Photograph by Rankin / Trunk Archive
words by willow defebaugh
“Life is nothing if not electrical.”
Wherever you are reading these words, however they have found you, you are only reading them because of electricity. And I don’t just mean the kind that powers whatever screen delivered this missive to you. Electricity is more than what illuminates our days, the lightning that flashes in the sky, seemingly so distant from us. You are alive because of electricity— because of the sparks of life coursing through your flesh.
In the right upper chamber of your heart, there is a spark. A small mass of tissue there called the sinus node is responsible for it: the generation of an electrical stimulus. That spark will then travel through conduction pathways and initiate a contraction of your heart’s ventricles, causing them to pump out blood to the rest of your body. Under average circumstances, an electrical stimulus will move through the heart 60 to 100 times per minute—each contraction, a heartbeat.
Bioelectricity refers to the electric potentials and currents generated and conducted within organisms. These can vary from one millivolt all the way to 1,000 volts in the case of the electric eel. These electrical potentials created by naturally occurring biological processes and cells are nearly identical to those created by batteries and power generators, except they involve a flow of ions (electrically charged atoms and molecules) rather than electrons. Our every experience of the world—through sight, smell, sound, and even our thoughts—is owed to electricity.
In his recent book Spark, Georgetown University professor Timothy J. Jorgensen illuminates this: “[Some people] don’t appreciate that electricity is also a biological force, essential to the life of all animals that have a nervous system, and even those that don’t. Many people also are unaware that electricity is really the very foundation of life. It’s the spark that brought the first primitive life-forms into existence and started them down the evolutionary path leading to today’s complex species with sophisticated internal electrical systems.”
All cells have bioelectric potential which they utilize in carrying out the metabolic processes that allow our bodies to function. Certain cells make specific uses of these currents for designated biological responses. For example, nerve and muscle cells use electrochemical pulses to communicate and discharge currents along nerve fibers in order to stimulate the contraction of muscle fibers. It is electricity that moves us—a common current we share with other animals.

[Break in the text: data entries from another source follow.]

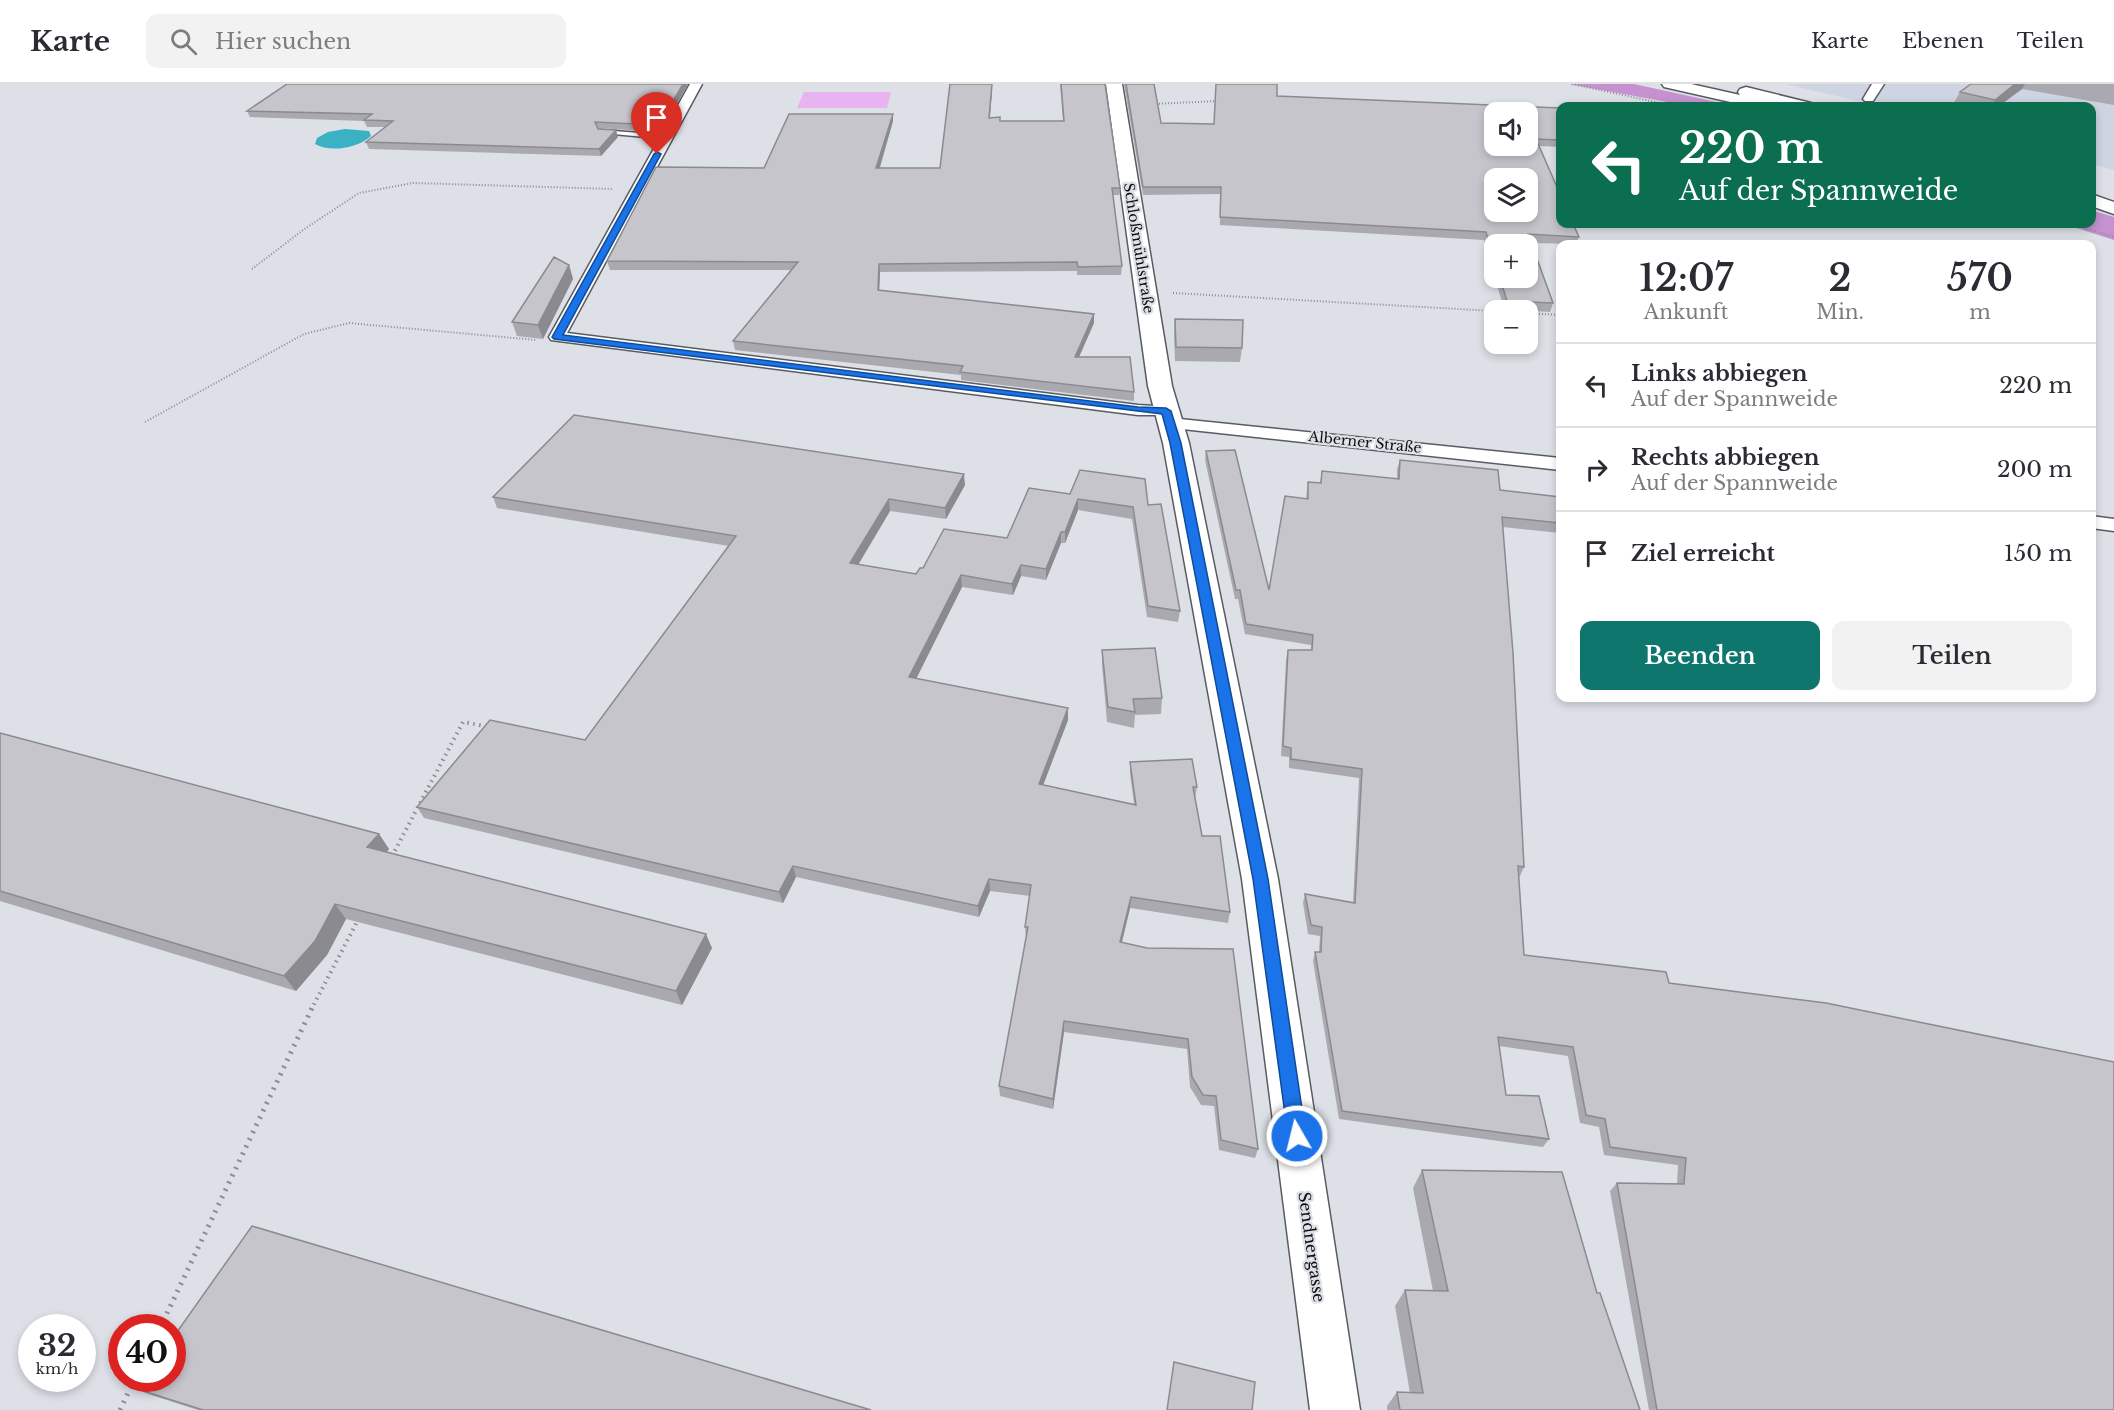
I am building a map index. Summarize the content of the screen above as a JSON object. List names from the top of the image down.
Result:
{
  "streets": {
    "main road": ["Schloßmühlstraße", "Sendnergasse"],
    "street": ["Alberner Straße"]
  },
  "crossings": [
    ["Schloßmühlstraße", "Alberner Straße"],
    ["Schloßmühlstraße", "Sendnergasse"],
    ["Alberner Straße", "Sendnergasse"]
  ],
  "page": {
    "header": "Karte",
    "search": "Hier suchen",
    "nav": ["Karte", "Ebenen", "Teilen"],
    "map_buttons": ["+", "−"],
    "turn": ["220 m", "Auf der Spannweide"],
    "eta": [
      "12:07",
      "Ankunft",
      "2",
      "Min.",
      "570",
      "m"
    ],
    "list": [
      {
        "name": "Links abbiegen",
        "note": "Auf der Spannweide",
        "value": "220 m"
      },
      {
        "name": "Rechts abbiegen",
        "note": "Auf der Spannweide",
        "value": "200 m"
      },
      {
        "name": "Ziel erreicht",
        "value": "150 m"
      }
    ],
    "buttons": ["Beenden", "Teilen"],
    "speed": "32 km/h",
    "limit": "40"
  }
}
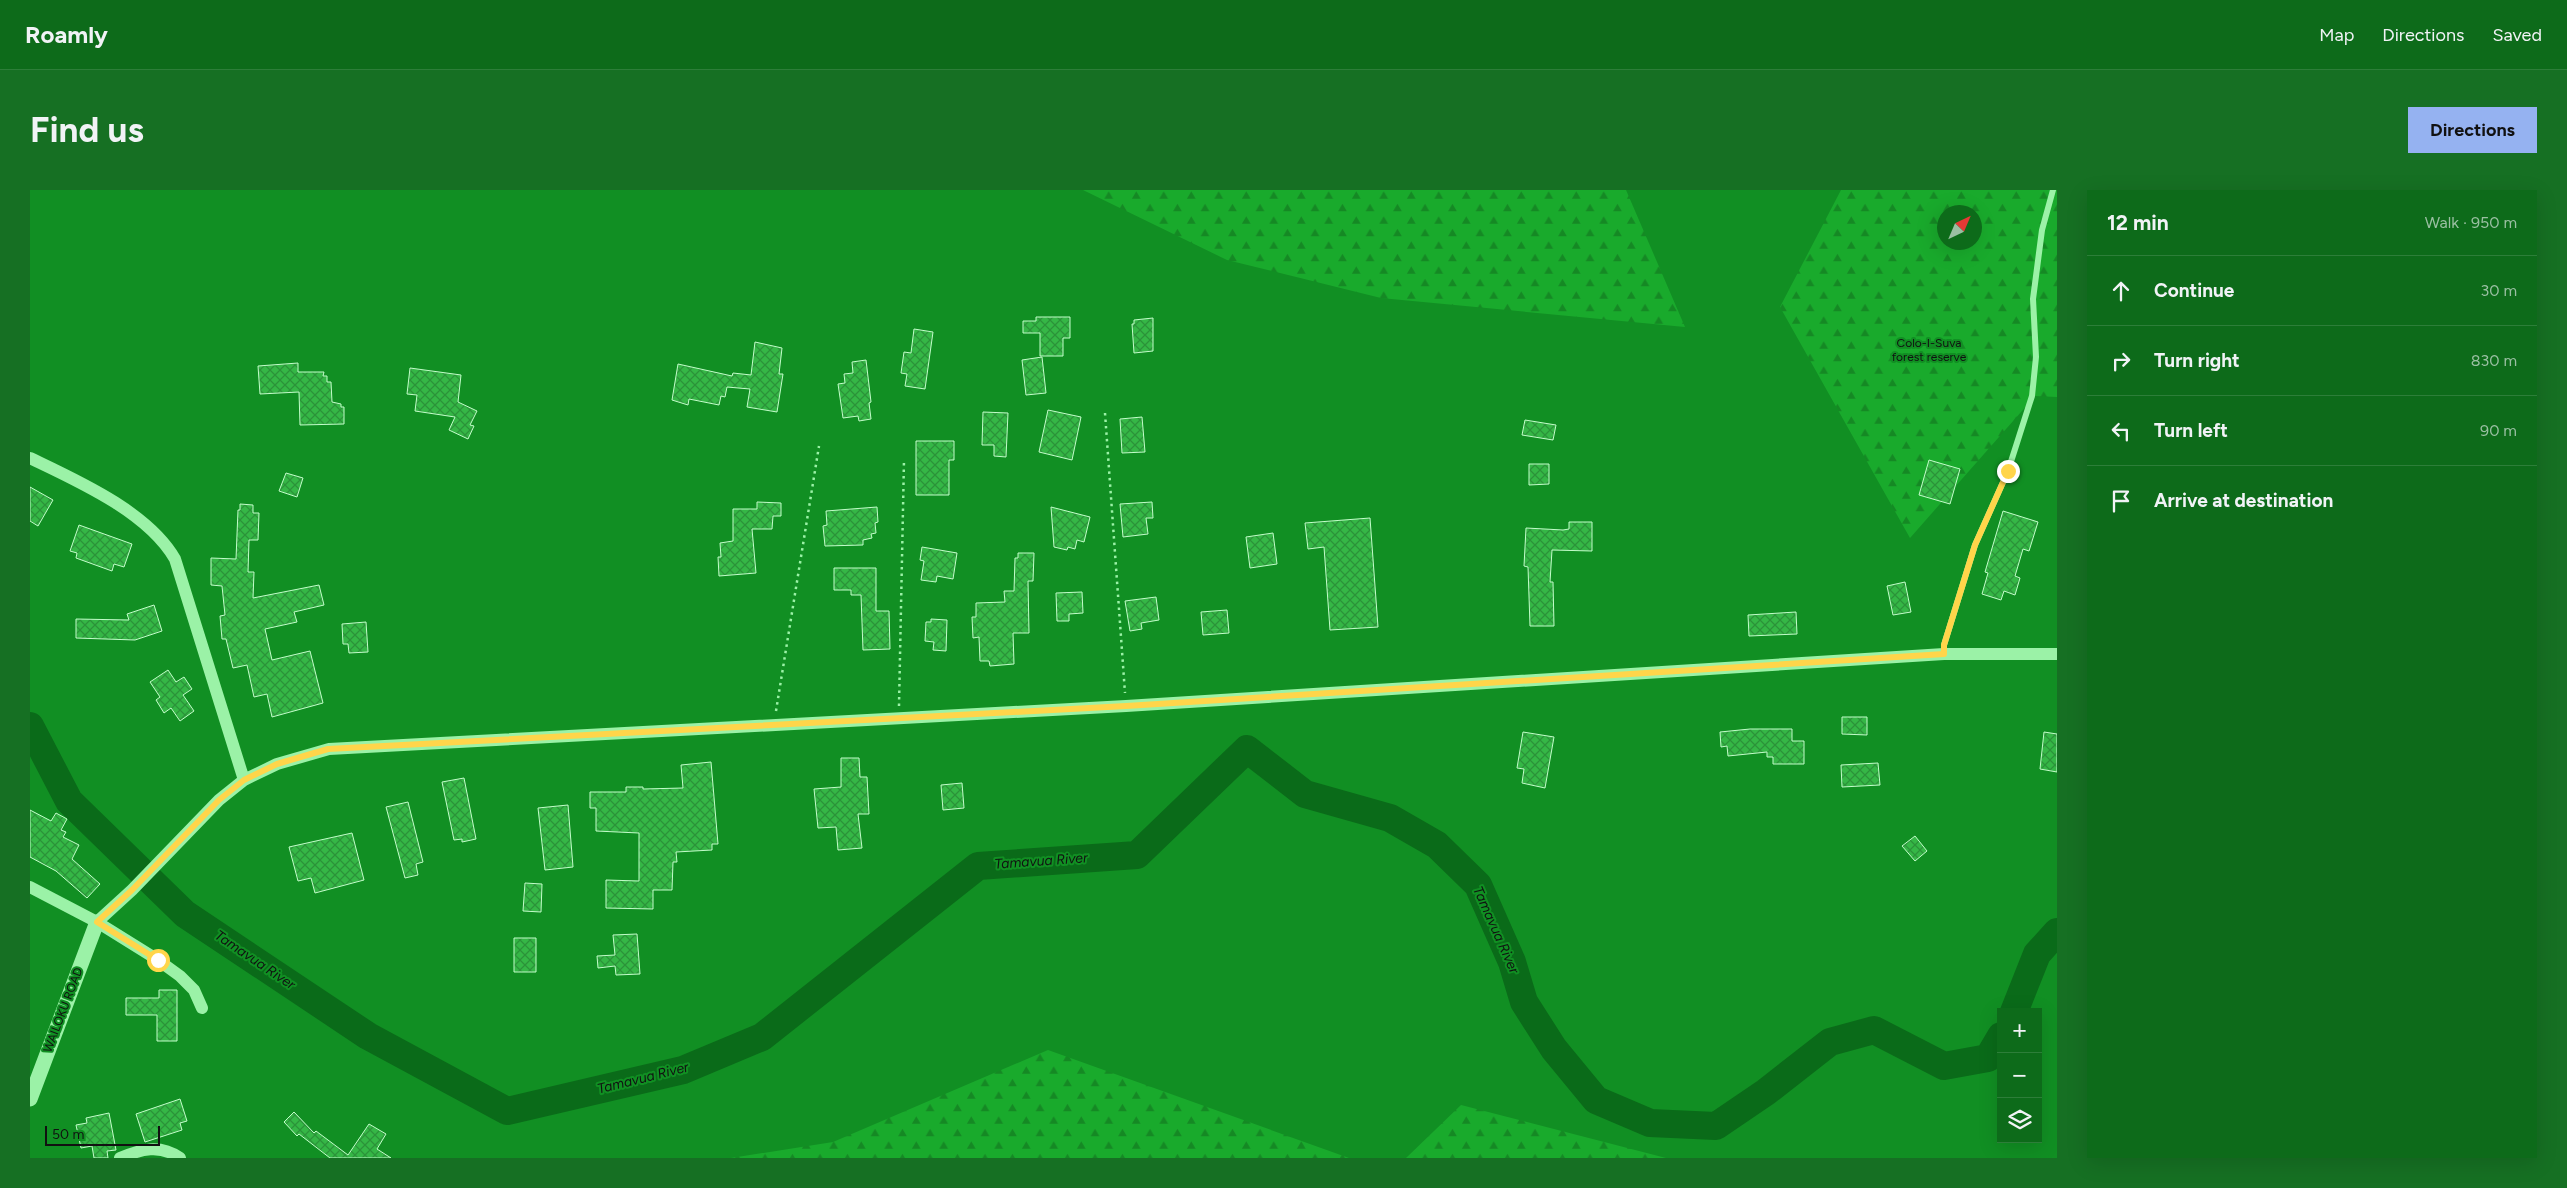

Of course, other animals have developed more remarkable ways of interacting with electricity. And it’s not just the electric eel; an estimated 350 species of fish can generate currents of 860 volts (by comparison, the shock you receive from an outlet is around 120). Sharks detect the electric fields generated by muscle movement to hunt for prey, as do platypuses and echidnas. Meanwhile, bumblebees use the electric fields created by their wingbeats to alter the static electricity of flowers to let other members of their hive know a flower is out of pollen.
We are electric beings—columns of water conducting neural signals and electromagnetic impulses, containers for chemical reactions we may never fully understand. If you place your hand over your heart, you can feel it there: the evidence of that electricity in every beat. Like conduits of a force far more powerful than we are, it connects us to the wider realm of life, to each other. What do we feel when we meet someone who makes us come alive if not a spark?